--- Records for the exercise ---

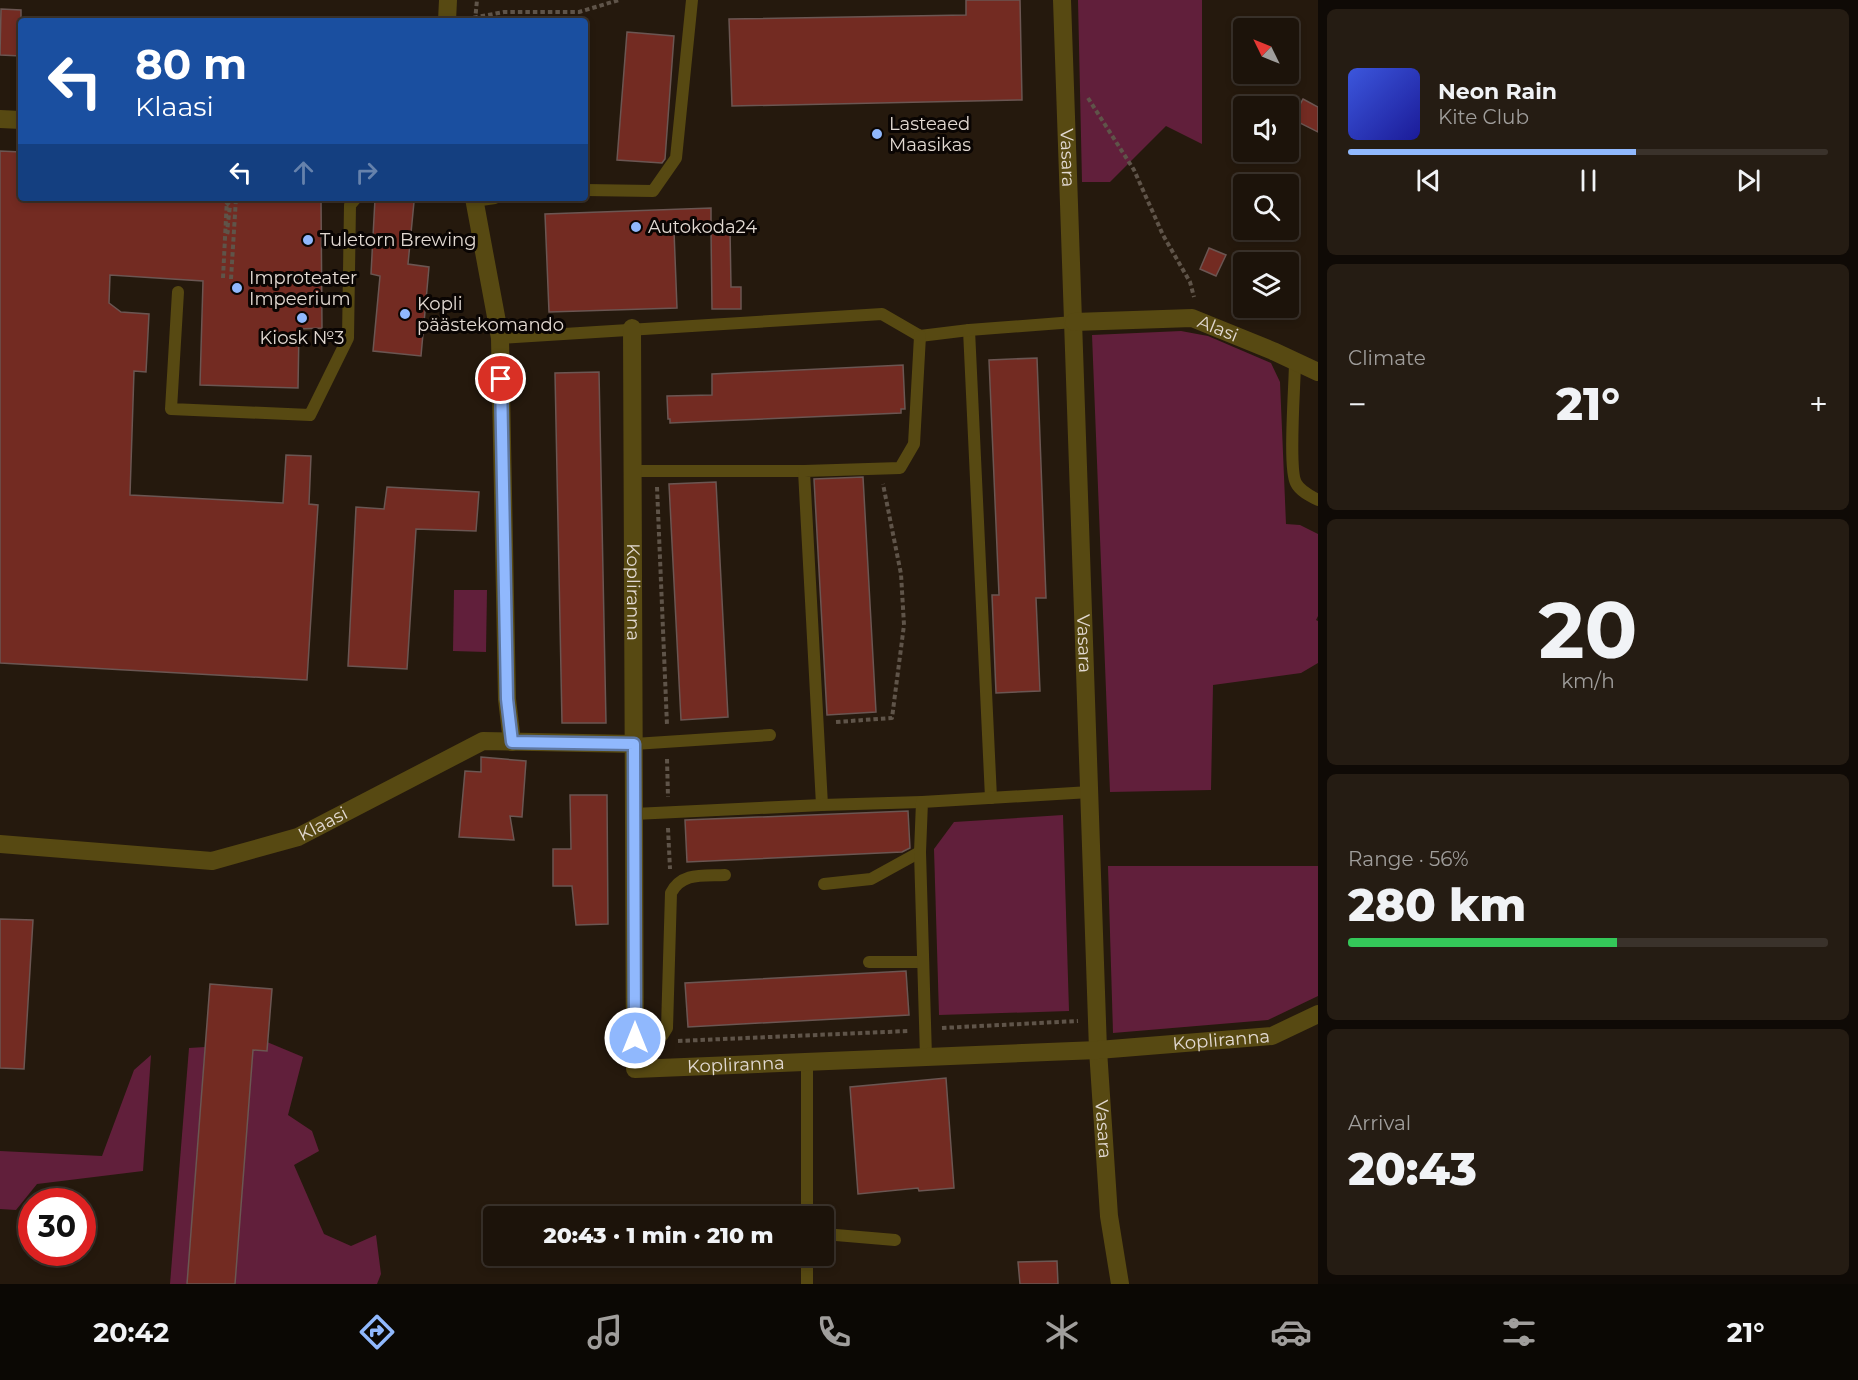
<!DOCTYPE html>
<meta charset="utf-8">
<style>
:root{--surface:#1c130a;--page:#251c13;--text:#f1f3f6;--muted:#a09e9c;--line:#3a322b;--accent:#90b8fd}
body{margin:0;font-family:Montserrat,sans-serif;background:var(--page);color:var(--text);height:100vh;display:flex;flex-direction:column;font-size:22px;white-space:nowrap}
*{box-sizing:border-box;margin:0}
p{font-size:20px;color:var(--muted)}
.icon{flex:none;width:33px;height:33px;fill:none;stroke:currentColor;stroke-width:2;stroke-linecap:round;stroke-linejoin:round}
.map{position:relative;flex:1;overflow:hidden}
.panel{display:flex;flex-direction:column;gap:9px;padding:9px;background:#0f0a06;width:540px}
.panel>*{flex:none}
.top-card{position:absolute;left:18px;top:18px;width:570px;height:183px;border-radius:6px;box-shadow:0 3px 9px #0003,0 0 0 2px var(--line);background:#1a4fa0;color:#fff;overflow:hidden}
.needle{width:39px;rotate:313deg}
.tools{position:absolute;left:1233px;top:18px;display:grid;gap:12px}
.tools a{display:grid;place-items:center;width:66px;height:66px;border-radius:6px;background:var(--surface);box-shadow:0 3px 9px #0003,0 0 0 2px var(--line);font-size:30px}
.speed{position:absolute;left:18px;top:1188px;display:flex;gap:12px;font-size:30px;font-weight:700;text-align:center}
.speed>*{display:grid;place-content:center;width:78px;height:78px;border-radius:50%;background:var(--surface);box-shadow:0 3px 9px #0003,0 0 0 2px var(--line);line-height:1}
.speed .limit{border:9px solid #d22;background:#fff;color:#111}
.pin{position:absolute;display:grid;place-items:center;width:51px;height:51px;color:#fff;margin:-26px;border:3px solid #fff;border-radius:50%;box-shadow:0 2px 6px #0007}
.me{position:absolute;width:66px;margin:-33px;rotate:0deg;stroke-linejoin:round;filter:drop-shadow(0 0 4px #0008)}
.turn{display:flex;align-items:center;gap:21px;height:126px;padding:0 18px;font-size:27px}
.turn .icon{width:78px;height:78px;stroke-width:2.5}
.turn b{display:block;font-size:42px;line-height:51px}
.lanes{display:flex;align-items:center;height:57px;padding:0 18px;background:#0003;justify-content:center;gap:30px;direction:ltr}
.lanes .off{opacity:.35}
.big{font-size:45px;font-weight:800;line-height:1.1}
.panel .tile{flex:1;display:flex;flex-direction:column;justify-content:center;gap:9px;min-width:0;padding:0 21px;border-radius:9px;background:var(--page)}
.panel .dial{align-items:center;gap:0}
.dial b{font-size:78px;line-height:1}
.song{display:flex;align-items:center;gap:18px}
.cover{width:72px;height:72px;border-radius:9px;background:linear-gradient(135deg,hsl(230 70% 55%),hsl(240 70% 35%))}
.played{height:6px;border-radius:3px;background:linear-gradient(90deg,var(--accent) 60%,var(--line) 60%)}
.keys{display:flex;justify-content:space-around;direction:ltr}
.heat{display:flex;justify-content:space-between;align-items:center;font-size:33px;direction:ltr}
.charge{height:9px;border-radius:4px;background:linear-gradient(90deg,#34c759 56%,var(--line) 0)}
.trip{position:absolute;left:483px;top:1206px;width:351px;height:60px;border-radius:6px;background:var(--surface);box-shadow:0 3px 9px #0003,0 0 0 2px var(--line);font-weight:800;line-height:60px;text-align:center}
.tab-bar{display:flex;height:96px;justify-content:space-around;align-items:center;background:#0b0804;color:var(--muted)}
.tab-bar .icon{width:42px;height:42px}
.tab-bar .current{color:var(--accent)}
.tab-bar b{font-size:27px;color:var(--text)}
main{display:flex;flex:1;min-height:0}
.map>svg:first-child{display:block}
</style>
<main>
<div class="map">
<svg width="1318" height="1284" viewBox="0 0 1318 1284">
<rect width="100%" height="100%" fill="#25190d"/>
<g fill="#611f3b">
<polygon points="1078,0 1202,0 1202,144 1166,126 1110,182 1082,182"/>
<polygon points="1181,331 1208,336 1271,363 1280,382 1286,524 1300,525 1318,534 1318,616 1316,620 1318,621 1318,663 1301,673 1213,685 1211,790 1110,792 1092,335"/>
<polygon points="454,590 487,590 486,652 453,651"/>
<polygon points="1063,815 1069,1011 939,1015 934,849 954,822"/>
<polygon points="1318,866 1318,996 1268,1020 1113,1033 1108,866"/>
<polygon points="267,1042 303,1057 288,1115 312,1131 319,1151 294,1165 324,1234 351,1246 376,1235 381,1274 377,1284 235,1284 253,1050 266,1051"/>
<polygon points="205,1047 187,1284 170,1284 189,1048"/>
<polygon points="151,1055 143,1171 37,1184 16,1210 0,1209 0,1151 102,1156 134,1070"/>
</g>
<g fill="#732b22" stroke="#6b5652" stroke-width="1.5">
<polygon points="966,0 1020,0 1022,100 732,106 729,19 966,15"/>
<polygon points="1,9 21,10 21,56 0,55"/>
<polygon points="627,32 674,36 665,159 662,163 617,160"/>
<polygon points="1303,99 1318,107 1318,132 1292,119"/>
<polygon points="0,151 21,152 21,198 321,198 322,328 299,329 298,388 200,385 203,281 110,275 109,303 121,312 149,314 146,372 134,371 130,495 283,503 286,455 311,456 309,504 318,505 307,680 0,663"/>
<polygon points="375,199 414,202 408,264 429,267 421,356 373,351 380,276 371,274"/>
<polygon points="711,208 711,230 674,231 677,308 549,312 545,214"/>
<polygon points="730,229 731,287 741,287 741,309 712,309 711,230"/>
<polygon points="1209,248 1226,255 1216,276 1200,269"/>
<polygon points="1037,358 1046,598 1036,598 1040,691 996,693 992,595 999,595 989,360"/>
<polygon points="903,365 905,409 901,409 901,413 715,421 670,423 670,419 668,419 667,396 712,395 712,374"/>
<polygon points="599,372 606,723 562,723 555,373"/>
<polygon points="863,477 876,712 827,715 814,479"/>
<polygon points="716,482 728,717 681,720 669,484"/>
<polygon points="387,487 479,492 476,531 416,529 407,669 348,666 356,507 384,509"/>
<polygon points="481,757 526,761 522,817 510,816 514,840 459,837 465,771 481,772"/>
<polygon points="570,795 607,795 608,924 576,925 572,886 553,886 553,849 571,849"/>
<polygon points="908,811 910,848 902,852 687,862 685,820"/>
<polygon points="0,919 33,920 24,1069 0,1068"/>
<polygon points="906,971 909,1015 688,1027 685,983"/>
<polygon points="210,984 272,989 267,1051 253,1050 235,1284 187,1284"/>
<polygon points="946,1078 954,1188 919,1191 918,1188 858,1194 850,1087"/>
<polygon points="1057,1261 1058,1284 1020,1284 1018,1262"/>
</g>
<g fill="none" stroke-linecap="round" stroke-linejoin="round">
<g stroke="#5f5449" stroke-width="4" stroke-dasharray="4.5 3" stroke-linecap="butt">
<polyline points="466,19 504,12 579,12 619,0"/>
<polyline points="475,21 477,0"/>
<polyline points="1088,98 1134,170 1163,235 1190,282 1194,297"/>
<polyline points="226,202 230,206 227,232 232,233"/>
<polyline points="223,278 227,198"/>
<polyline points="231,279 236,198"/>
<polyline points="657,487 667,725"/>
<polyline points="836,722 892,718 904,625 901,574 883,484"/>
<polyline points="667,759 668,797"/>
<polyline points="668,828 670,869"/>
<polyline points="942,1028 1078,1021"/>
<polyline points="678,1041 908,1031"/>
</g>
<g stroke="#574912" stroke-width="12">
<polyline points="585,190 653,191 676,158 692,0"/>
<polyline points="474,201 495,198"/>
<polyline points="178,292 171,409 310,415 348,338 350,205 356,198"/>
<polyline points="969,330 991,798"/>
<polyline points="500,338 882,314 920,336 969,330 1074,322"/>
<path d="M 1295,362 C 1295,383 1288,469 1296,483 C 1300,491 1310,496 1318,500"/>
<polyline points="632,471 804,471"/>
<polyline points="634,744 770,735"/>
<polyline points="822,805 804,471 900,468 914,444 920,336"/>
<polyline points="634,814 822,805 922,802"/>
<polyline points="824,884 871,879 920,852"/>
<polyline points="869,962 923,962"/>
<path d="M 635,1038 L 655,1038 L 662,1036 L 667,1028 L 671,893 C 682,872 703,876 725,875"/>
<polyline points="926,1057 920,852 922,802 1090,792"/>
<polyline points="807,1062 807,1216"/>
<polyline points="824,1234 895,1240"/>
<polyline points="807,1256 807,1284"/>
</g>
<g stroke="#574912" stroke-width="18">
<path id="s1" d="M 1062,0 L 1098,1050 L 1109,1216 L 1120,1284"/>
<polyline points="447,21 448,0"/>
<polyline points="0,119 21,120"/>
<polyline points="474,198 500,338 507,699 512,742"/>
<path id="s2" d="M 1074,322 L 1192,318 L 1273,351 L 1318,372"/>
<path id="s3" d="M 632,328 L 635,1069 L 1098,1050 L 1272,1036 L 1318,1014"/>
<path id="s4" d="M 0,844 L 212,861 L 298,837 L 483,741 L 634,744"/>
</g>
</g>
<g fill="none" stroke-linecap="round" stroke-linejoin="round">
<g stroke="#5e78a4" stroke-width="15">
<polyline id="route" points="501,379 507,699 512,742 634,744 635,1038"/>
</g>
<use href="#route" stroke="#90b8fd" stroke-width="10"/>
</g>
<g fill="#90b8fd" stroke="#0a0503" stroke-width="2">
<circle cx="877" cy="134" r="6"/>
<circle cx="636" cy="227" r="6"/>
<circle cx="308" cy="240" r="6"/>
<circle cx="237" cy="288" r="6"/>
<circle cx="405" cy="314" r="6"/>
<circle cx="302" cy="318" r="6"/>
</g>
<g text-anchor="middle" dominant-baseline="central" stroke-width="6" stroke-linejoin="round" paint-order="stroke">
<g font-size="18" fill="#e2d9d2" stroke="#0a0503" text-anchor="start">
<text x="889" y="124">Lasteaed<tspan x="889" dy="21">Maasikas</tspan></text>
<text x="648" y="227">Autokoda24</text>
<text x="320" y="240">Tuletorn Brewing</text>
<text x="249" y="278">Improteater<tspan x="249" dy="21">Impeerium</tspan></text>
<text x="417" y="304">Kopli<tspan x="417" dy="21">päästekomando</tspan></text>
<text x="302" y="338" text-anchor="middle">Kiosk №3</text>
</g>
<g font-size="18" fill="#e2d9d2" stroke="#0a0503">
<text stroke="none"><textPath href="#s1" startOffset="158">Vasara</textPath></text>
<text stroke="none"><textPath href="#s2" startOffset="146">Alasi</textPath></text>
<text stroke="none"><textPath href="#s3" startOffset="264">Kopliranna</textPath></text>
<text stroke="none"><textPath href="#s1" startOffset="644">Vasara</textPath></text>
<text stroke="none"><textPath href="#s4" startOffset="330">Klaasi</textPath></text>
<text stroke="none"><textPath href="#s3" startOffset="1328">Kopliranna</textPath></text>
<text stroke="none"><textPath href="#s3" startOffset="842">Kopliranna</textPath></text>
<text stroke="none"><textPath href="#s1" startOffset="1130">Vasara</textPath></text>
</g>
</g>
</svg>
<div class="tools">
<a><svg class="needle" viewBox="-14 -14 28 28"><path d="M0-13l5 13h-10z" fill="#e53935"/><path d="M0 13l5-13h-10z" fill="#a09e9c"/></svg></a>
<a><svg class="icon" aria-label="sound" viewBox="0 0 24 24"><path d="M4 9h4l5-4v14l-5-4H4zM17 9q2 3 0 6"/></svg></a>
<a><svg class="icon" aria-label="search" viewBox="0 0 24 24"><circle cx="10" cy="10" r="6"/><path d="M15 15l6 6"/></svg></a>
<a><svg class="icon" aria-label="layers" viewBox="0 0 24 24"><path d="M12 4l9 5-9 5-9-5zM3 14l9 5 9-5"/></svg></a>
</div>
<div class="speed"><div class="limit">30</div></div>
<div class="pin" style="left:501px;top:379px;background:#d93025"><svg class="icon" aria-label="arrive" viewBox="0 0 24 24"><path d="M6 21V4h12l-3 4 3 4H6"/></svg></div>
<svg class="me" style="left:635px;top:1038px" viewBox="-20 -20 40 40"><circle r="17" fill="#90b8fd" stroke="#fff" stroke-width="3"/><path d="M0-11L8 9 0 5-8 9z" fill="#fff"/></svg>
<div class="trip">20:43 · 1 min · 210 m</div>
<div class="top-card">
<div class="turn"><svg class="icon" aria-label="left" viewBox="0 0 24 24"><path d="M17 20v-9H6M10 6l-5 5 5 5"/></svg><div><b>80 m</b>Klaasi</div></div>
<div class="lanes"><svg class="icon" aria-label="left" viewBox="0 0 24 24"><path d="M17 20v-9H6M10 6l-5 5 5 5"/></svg><svg class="icon off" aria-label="ahead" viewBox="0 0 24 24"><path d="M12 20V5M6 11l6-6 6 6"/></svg><svg class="icon off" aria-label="right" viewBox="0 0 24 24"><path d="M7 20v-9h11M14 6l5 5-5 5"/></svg></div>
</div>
</div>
<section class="panel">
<div class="tile">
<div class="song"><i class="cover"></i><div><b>Neon Rain</b><p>Kite Club</p></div></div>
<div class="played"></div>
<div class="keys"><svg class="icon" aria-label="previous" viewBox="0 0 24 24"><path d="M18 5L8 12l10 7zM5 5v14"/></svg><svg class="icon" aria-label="pause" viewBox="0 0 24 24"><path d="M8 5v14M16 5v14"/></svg><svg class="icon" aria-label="next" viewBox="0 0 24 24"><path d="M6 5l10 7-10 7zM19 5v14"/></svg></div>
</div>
<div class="tile"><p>Climate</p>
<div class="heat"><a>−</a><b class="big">21°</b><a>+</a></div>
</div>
<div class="tile dial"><b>20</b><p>km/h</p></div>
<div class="tile"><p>Range · 56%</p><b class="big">280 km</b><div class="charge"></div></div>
<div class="tile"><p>Arrival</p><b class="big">20:43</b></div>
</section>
</main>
<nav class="tab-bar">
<b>20:42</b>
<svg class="icon current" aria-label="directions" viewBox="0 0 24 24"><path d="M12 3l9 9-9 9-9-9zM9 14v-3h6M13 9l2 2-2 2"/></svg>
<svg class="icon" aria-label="music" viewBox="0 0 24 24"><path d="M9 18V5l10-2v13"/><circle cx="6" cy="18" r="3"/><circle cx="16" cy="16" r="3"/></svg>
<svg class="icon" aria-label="phone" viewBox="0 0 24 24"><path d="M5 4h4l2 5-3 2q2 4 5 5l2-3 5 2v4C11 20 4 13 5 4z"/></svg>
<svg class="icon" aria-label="climate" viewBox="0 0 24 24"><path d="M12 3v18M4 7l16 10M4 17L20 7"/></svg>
<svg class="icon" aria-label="car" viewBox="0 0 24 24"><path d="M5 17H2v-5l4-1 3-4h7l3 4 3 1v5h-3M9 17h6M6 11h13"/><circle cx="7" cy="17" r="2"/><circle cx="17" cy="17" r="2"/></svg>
<svg class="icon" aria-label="filters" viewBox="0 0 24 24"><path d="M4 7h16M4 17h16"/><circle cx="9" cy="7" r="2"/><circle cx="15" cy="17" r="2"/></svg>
<b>21°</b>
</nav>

---

* [Your objective]:
Which lines of the data contain the string "linecap"? Copy each one.

* [Output for this task]:
.icon{flex:none;width:33px;height:33px;fill:none;stroke:currentColor;stroke-width:2;stroke-linecap:round;stroke-linejoin:round}
<g fill="none" stroke-linecap="round" stroke-linejoin="round">
<g stroke="#5f5449" stroke-width="4" stroke-dasharray="4.5 3" stroke-linecap="butt">
<g fill="none" stroke-linecap="round" stroke-linejoin="round">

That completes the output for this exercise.